When the string "성보교통건너" is part of a line in the data below, report the whole line.

Segment Start: Dataset extract

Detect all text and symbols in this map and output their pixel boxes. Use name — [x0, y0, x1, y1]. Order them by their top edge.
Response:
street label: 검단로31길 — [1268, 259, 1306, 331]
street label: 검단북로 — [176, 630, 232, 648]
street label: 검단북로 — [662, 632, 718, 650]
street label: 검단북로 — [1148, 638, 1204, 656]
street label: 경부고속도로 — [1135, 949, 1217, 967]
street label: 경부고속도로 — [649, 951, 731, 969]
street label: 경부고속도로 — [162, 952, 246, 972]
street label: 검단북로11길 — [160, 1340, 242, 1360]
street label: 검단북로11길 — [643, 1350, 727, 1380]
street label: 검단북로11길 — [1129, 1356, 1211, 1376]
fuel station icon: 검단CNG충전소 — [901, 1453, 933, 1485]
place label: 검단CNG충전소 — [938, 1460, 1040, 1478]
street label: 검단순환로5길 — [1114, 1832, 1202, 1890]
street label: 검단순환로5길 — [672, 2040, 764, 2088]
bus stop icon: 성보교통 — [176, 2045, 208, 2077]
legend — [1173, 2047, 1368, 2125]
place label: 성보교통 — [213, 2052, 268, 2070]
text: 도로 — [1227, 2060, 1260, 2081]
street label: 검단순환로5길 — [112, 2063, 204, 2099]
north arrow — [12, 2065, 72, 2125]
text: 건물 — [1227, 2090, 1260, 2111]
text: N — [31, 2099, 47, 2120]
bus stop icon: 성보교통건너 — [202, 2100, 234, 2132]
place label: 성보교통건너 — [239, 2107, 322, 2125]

Segment End: Dataset extract

▶ Task result:
bus stop icon: 성보교통건너 — [202, 2100, 234, 2132]
place label: 성보교통건너 — [239, 2107, 322, 2125]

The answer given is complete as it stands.